*Brief*
Scan the entries for lines with the word "stream", then copy those lines.

(Collected data entries)

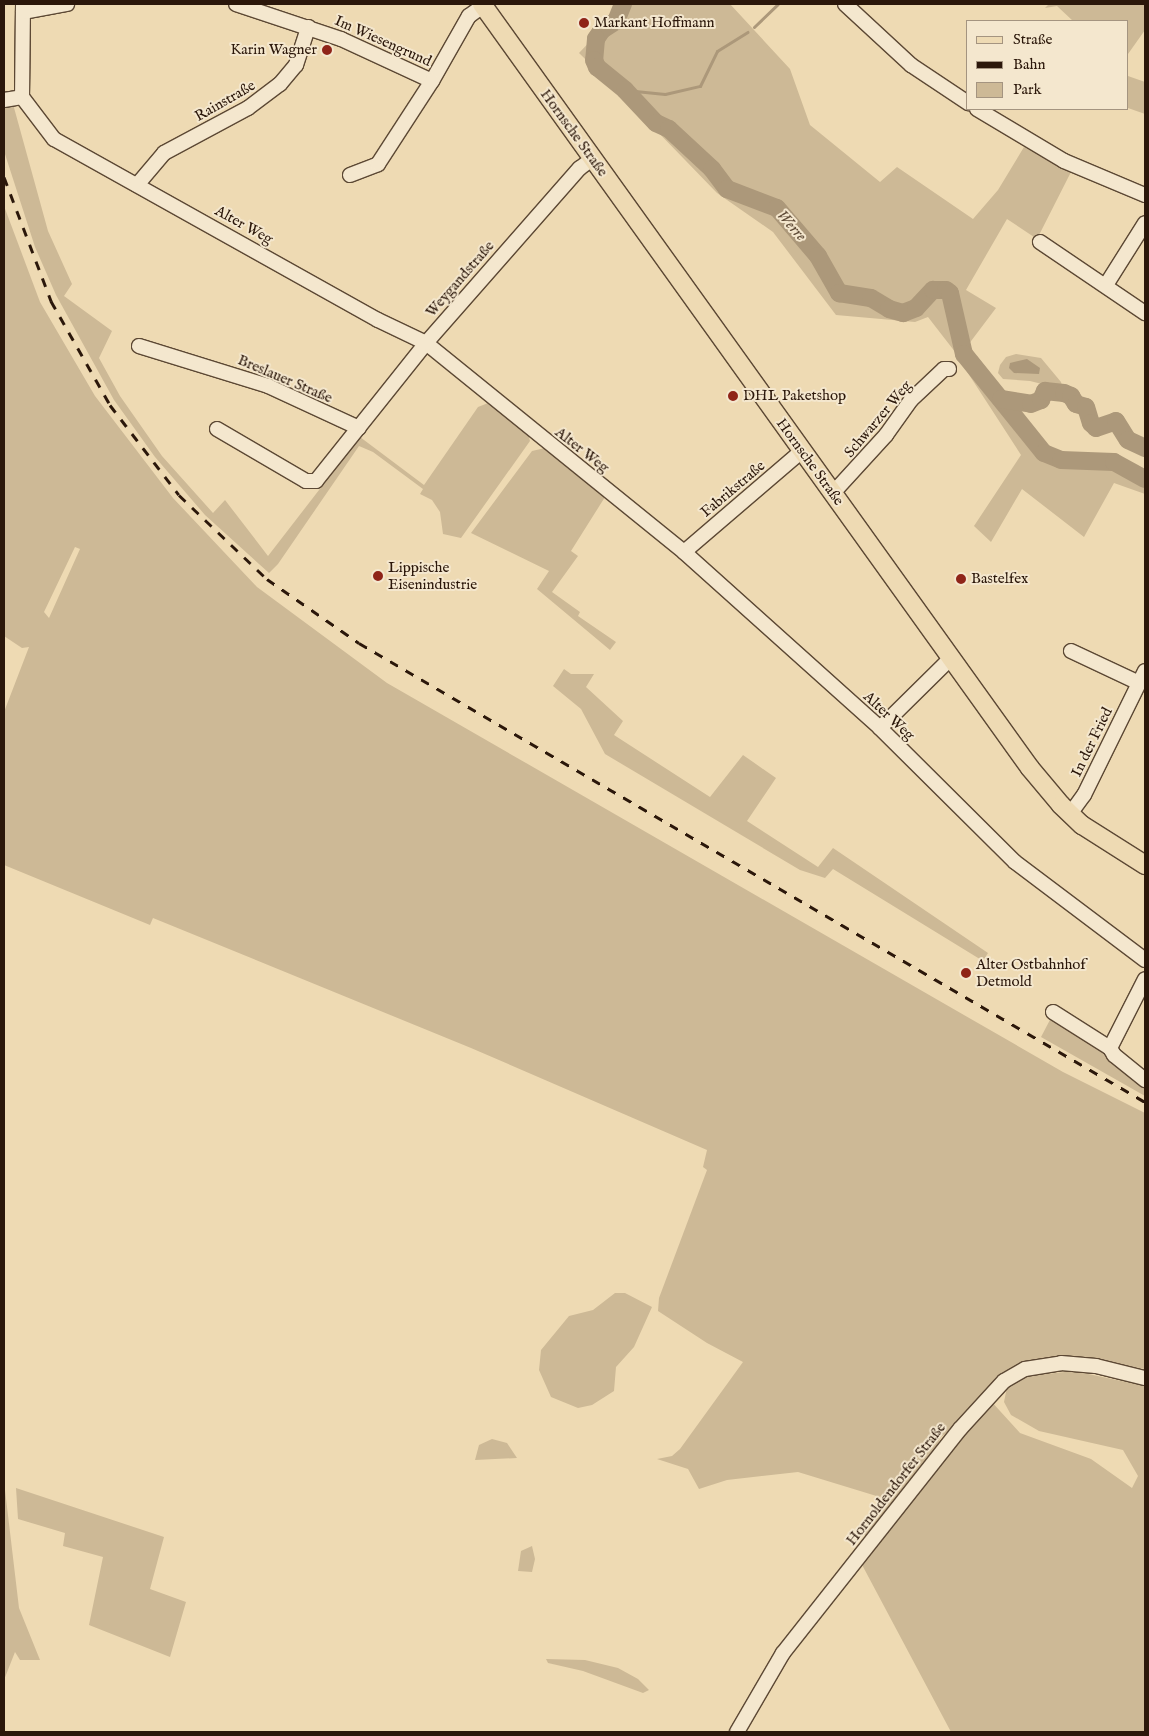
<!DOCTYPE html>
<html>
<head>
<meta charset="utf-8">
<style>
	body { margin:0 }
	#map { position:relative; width:1149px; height:1736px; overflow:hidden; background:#eedab3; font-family:"IM FELL English",serif }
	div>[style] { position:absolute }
	.green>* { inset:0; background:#cdb996 }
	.water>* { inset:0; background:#ac987a }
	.stream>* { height:3px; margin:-1.5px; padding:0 1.5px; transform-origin:1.5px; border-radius:1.5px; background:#ac987a }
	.river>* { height:18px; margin:-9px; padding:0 9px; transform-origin:9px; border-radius:9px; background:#ac987a }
	.roads { filter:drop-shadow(1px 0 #5c4834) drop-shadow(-1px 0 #5c4834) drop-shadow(0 1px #5c4834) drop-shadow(0 -1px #5c4834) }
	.minor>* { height:14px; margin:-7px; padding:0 7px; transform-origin:7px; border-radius:7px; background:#f4e7ce }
	.major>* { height:18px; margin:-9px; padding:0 9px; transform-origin:9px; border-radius:9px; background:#eedab3 }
	.rail>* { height:3px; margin-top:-1.5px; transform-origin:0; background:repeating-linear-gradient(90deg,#2b170a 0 9px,transparent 0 18px) }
	.dots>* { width:14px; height:14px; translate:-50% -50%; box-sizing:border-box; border:2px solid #f4e7ce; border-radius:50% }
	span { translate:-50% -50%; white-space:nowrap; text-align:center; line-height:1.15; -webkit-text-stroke:4px #f4e7ce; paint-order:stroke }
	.poi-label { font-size:15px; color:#2b170a }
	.left { translate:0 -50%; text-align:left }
	.right { translate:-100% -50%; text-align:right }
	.street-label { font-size:15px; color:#2b170a }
	.water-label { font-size:16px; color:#5f4b37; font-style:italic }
	.frame { position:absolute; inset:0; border:5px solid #2b170a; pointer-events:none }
	.legend { position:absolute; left:966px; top:20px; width:162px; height:90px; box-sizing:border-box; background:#f4e7ce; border:1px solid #a49480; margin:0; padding:6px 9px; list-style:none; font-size:15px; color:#2b170a }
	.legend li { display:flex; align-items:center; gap:10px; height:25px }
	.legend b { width:25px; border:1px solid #a49480 }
</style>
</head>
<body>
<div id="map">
	<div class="green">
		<i style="clip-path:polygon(613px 4px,730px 4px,790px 69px,810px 125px,880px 182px,897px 167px,973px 219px,998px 190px,1024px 147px,1071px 172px,1037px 239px,1007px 219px,966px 290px,996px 308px,959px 357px,928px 317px,915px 322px,836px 315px,773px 232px,717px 193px,622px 95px,629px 89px,621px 94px,579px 53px,599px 32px,614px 9px)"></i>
		<i style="clip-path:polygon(1049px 4px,1145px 4px,1145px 30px,1128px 54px,1128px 21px,1073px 21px,1057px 6px,1045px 8px)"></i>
		<i style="clip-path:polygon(1128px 76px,1145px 82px,1145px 114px,1128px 108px)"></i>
		<i style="clip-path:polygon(13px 104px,48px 231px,72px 284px,64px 296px,112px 331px,99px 358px,120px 396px,162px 456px,213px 513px,225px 500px,268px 556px,360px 437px,424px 485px,478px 407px,488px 403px,528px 434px,530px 441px,461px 538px,443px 534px,440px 512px,432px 500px,420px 494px,423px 489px,373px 452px,359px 446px,278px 564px,269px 573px,205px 515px,155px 457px,114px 400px,56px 295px,35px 247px,4px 151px,4px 106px)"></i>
		<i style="clip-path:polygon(evenodd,4px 206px,40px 302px,95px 396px,173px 498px,257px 587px,387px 683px,1063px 1072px,1145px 1113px,1145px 1369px,1072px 1357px,1053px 1357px,1003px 1372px,996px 1377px,962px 1421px,941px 1437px,936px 1448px,867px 1537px,860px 1531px,883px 1498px,798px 1472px,727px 1480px,699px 1489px,688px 1469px,657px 1459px,672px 1456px,680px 1449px,743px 1362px,707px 1343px,658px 1311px,659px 1298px,707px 1170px,703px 1167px,707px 1150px,471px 1048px,153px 918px,150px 925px,4px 865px,4px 712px,29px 647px,22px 648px,4px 636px,4px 206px,75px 547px,80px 549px,49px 618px,44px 612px,75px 547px)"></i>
		<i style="clip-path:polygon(1016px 354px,1041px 358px,1061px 382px,1064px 393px,1045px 391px,1042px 384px,1030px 381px,1003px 379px,998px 373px,1000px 365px,1006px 357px)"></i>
		<i style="clip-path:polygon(977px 356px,1050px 451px,1078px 461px,1120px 465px,1145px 476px,1145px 494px,1114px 483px,1084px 537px,1022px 489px,991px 542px,974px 526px,1021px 455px,964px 367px)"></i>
		<i style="clip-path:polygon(545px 448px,605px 497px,571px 551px,578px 556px,552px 592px,580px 612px,578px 616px,616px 642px,610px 650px,537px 589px,549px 571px,471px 533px,532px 451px)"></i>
		<i style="clip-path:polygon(564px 669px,571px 674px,594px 674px,586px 687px,623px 721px,614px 735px,710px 797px,743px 755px,776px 778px,747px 821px,818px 867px,833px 848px,988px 953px,983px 961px,833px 869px,825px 878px,800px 870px,605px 754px,581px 709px,553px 686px)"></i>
		<i style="clip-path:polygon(1052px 1016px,1097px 1047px,1134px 1082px,1136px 1079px,1145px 1086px,1145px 1096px,1041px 1037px)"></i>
		<i style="clip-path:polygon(615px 1293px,625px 1293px,652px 1307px,634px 1347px,616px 1367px,614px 1391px,592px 1405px,578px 1408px,551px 1397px,539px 1370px,541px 1350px,569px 1316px,593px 1310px)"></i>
		<i style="clip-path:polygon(1074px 1371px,1145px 1386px,1145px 1732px,951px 1732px,860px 1561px,990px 1400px,1020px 1433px,1091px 1459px,1132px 1488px,1138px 1476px,1123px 1450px,1039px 1431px,1011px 1415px,1004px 1402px,1007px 1387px,1028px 1376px)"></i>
		<i style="clip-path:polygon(492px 1439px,507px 1443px,517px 1458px,475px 1460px,479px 1445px)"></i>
		<i style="clip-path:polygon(16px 1488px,164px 1537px,150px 1589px,186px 1602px,170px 1657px,89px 1625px,103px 1557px,63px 1546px,65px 1533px,18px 1519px)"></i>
		<i style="clip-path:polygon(5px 1490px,19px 1608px,40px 1660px,20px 1660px,15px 1652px,4px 1680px)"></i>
		<i style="clip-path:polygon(532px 1546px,535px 1559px,532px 1572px,518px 1571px,521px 1551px)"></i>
		<i style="clip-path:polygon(546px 1659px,585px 1660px,618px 1668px,638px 1679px,649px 1690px,643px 1693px,583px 1671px,548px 1663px)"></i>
	</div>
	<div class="water">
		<i style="clip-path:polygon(1027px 359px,1040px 368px,1039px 374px,1014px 373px,1009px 368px,1010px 363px)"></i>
	</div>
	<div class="stream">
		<i style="left:754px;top:27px;width:33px;rotate:-44deg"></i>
		<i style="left:625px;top:90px;width:40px;rotate:5.7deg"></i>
		<i style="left:665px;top:94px;width:36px;rotate:-13deg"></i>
		<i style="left:700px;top:86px;width:39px;rotate:-64deg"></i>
		<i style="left:717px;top:51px;width:36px;rotate:-32deg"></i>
	</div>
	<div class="river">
		<i style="left:623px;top:4px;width:18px;rotate:112deg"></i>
		<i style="left:616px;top:21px;width:17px;rotate:147deg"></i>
		<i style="left:602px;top:30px;width:11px;rotate:124deg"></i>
		<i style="left:596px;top:39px;width:21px;rotate:95deg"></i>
		<i style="left:594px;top:60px;width:8px;rotate:67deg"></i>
		<i style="left:597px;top:67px;width:36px;rotate:39deg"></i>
		<i style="left:625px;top:90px;width:45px;rotate:46.8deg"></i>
		<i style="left:656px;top:123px;width:14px;rotate:25deg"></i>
		<i style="left:669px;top:129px;width:59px;rotate:42.9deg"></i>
		<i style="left:712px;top:169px;width:25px;rotate:53deg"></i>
		<i style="left:727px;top:189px;width:53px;rotate:20.8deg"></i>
		<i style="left:777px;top:208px;width:63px;rotate:49.5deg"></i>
		<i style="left:818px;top:256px;width:43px;rotate:60.4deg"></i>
		<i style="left:839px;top:293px;width:32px;rotate:9deg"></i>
		<i style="left:871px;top:298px;width:21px;rotate:31deg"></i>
		<i style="left:889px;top:309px;width:15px;rotate:16deg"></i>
		<i style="left:903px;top:313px;width:14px;rotate:-21deg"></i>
		<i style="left:916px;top:308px;width:25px;rotate:-47deg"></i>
		<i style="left:933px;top:290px;width:13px"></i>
		<i style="left:946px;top:290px;width:5px;rotate:37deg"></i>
		<i style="left:950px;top:293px;width:63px;rotate:77.1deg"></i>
		<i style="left:964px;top:354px;width:127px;rotate:51.1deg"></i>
		<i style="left:1044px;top:453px;width:18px;rotate:22deg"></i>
		<i style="left:1061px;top:460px;width:53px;rotate:2.2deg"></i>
		<i style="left:1114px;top:462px;width:35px;rotate:29deg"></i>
		<i style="left:1001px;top:399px;width:30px;rotate:9deg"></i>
		<i style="left:1031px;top:404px;width:11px;rotate:-22deg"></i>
		<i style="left:1041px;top:400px;width:10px;rotate:-66deg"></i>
		<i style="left:1045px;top:391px;width:19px;rotate:6deg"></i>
		<i style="left:1064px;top:393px;width:8px;rotate:23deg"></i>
		<i style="left:1071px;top:396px;width:9px;rotate:58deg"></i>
		<i style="left:1076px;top:404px;width:10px;rotate:17deg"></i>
		<i style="left:1086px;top:407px;width:17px;rotate:73deg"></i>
		<i style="left:1091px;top:423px;width:7px;rotate:45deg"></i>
		<i style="left:1096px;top:428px;width:21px;rotate:-19deg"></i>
		<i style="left:1116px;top:421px;width:22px;rotate:58deg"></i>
		<i style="left:1128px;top:440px;width:19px;rotate:25deg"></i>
	</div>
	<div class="roads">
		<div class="minor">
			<i style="left:23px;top:4px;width:93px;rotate:90.6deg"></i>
			<i style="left:22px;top:97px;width:53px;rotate:52.7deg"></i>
			<i style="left:54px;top:139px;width:371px;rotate:29.2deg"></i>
			<i style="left:378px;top:320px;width:53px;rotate:25.6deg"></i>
			<i style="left:426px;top:343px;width:332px;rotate:39deg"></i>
			<i style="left:684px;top:552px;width:263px;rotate:41.9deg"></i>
			<i style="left:880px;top:728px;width:190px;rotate:44.8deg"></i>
			<i style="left:1015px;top:862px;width:163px;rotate:37deg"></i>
			<i style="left:236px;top:4px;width:111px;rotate:18.4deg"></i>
			<i style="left:341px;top:39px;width:100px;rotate:24.8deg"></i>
			<i style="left:432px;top:81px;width:75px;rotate:-60.4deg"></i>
			<i style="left:469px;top:16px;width:19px;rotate:-36deg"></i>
			<i style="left:845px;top:4px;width:90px;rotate:42.7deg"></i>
			<i style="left:911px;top:65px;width:69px;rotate:33.7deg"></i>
			<i style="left:23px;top:12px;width:45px;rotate:-10.3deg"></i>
			<i style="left:4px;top:100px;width:18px;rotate:-9deg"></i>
			<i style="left:977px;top:109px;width:101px;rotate:30.9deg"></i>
			<i style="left:1064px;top:161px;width:88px;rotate:22.8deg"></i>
			<i style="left:350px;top:175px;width:30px;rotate:-21deg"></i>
			<i style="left:378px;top:164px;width:99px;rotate:-57deg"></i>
			<i style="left:137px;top:185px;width:42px;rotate:-49.8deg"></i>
			<i style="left:164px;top:153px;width:95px;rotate:-28.2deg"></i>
			<i style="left:248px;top:108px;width:40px;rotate:-37deg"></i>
			<i style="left:280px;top:84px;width:25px;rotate:-50deg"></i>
			<i style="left:296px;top:65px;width:40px;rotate:-72deg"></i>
			<i style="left:1040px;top:242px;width:127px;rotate:34.1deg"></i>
			<i style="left:1106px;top:285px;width:73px;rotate:-57.8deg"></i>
			<i style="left:139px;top:346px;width:135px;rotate:17.2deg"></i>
			<i style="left:268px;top:386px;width:100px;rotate:24.8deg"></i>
			<i style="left:217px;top:429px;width:103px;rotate:30.3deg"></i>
			<i style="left:306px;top:481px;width:10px"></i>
			<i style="left:316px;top:481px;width:176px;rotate:-51.4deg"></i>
			<i style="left:426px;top:343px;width:233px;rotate:-48.7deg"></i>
			<i style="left:580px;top:168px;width:15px;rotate:-37deg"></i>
			<i style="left:833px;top:493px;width:79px;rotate:-47.6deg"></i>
			<i style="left:886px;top:435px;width:43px;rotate:-54.5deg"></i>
			<i style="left:911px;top:400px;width:45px;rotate:-43.2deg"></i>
			<i style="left:944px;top:369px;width:5px"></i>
			<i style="left:684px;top:552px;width:155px;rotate:-40.6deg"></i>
			<i style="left:1071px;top:651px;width:75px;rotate:25.2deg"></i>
			<i style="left:880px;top:728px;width:100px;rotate:-44.6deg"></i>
			<i style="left:1070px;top:814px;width:24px;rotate:-54deg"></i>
			<i style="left:1084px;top:795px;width:138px;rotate:-63.8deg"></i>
			<i style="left:1053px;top:1012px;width:67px;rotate:32.3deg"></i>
			<i style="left:1110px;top:1048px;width:77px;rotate:-63.1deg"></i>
			<i style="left:1110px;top:1048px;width:8px;rotate:60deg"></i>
			<i style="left:1114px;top:1055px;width:40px;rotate:39deg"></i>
			<i style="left:737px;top:1732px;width:91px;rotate:-59.8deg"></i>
			<i style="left:783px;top:1653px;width:285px;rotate:-51.7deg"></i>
			<i style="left:960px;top:1429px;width:65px;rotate:-47.5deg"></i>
			<i style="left:1004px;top:1381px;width:24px;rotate:-30deg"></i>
			<i style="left:1025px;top:1369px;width:36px;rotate:-9deg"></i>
			<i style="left:1061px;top:1363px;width:35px;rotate:5deg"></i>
			<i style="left:1096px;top:1366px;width:50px;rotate:13.8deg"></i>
		</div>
		<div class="major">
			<i style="left:482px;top:4px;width:940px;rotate:54.35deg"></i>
			<i style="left:1030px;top:768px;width:48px;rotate:50deg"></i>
			<i style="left:1061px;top:805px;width:29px;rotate:44deg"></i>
			<i style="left:1082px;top:825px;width:75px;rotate:32.4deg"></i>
		</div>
	</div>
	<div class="rail">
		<i style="left:4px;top:177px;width:133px;rotate:69.2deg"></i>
		<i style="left:51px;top:301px;width:120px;rotate:60.4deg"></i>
		<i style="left:110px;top:405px;width:113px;rotate:52.5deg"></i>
		<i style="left:179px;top:495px;width:122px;rotate:43.7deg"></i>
		<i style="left:267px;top:579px;width:112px;rotate:34.8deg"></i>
		<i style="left:359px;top:643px;width:910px;rotate:30.28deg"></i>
	</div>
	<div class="dots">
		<i style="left:584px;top:23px;background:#8f2418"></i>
		<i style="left:327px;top:50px;background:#8f2418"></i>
		<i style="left:733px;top:396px;background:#8f2418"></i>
		<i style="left:378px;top:576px;background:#8f2418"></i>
		<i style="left:961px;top:579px;background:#8f2418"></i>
		<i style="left:966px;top:973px;background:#8f2418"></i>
	</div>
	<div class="poi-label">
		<span class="left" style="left:594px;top:23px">Markant Hoffmann</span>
		<span class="right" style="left:317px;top:50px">Karin Wagner</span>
		<span class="left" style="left:743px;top:396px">DHL Paketshop</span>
		<span class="left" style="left:388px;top:576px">Lippische<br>Eisenindustrie</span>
		<span class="left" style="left:971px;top:579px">Bastelfex</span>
		<span class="left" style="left:976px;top:973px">Alter Ostbahnhof<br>Detmold</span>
	</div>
	<div class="street-label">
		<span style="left:383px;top:41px;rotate:24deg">Im Wiesengrund</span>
		<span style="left:225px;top:101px;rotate:-30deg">Rainstraße</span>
		<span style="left:574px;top:133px;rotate:54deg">Hornsche Straße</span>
		<span style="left:244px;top:225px;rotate:29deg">Alter Weg</span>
		<span style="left:460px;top:279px;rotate:-49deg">Weygandstraße</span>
		<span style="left:285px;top:379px;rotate:23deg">Breslauer Straße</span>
		<span style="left:878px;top:419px;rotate:-50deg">Schwarzer Weg</span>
		<span style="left:582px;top:450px;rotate:38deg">Alter Weg</span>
		<span style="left:810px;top:462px;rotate:54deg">Hornsche Straße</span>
		<span style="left:733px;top:489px;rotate:-40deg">Fabrikstraße</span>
		<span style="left:889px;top:716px;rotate:43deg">Alter Weg</span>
		<span style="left:1092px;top:742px;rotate:-64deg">In der Fried</span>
		<span style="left:896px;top:1484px;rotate:-52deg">Hornoldendorfer Straße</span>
	</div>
	<div class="water-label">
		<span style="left:791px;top:226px;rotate:48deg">Werre</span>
	</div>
	<div class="frame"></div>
	<ul class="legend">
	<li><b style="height:6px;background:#eedab3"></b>Straße</li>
	<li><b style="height:6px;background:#2b170a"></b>Bahn</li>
	<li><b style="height:14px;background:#cdb996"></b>Park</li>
	</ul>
</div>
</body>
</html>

*Expected answer*
	.stream>* { height:3px; margin:-1.5px; padding:0 1.5px; transform-origin:1.5px; border-radius:1.5px; background:#ac987a }
	<div class="stream">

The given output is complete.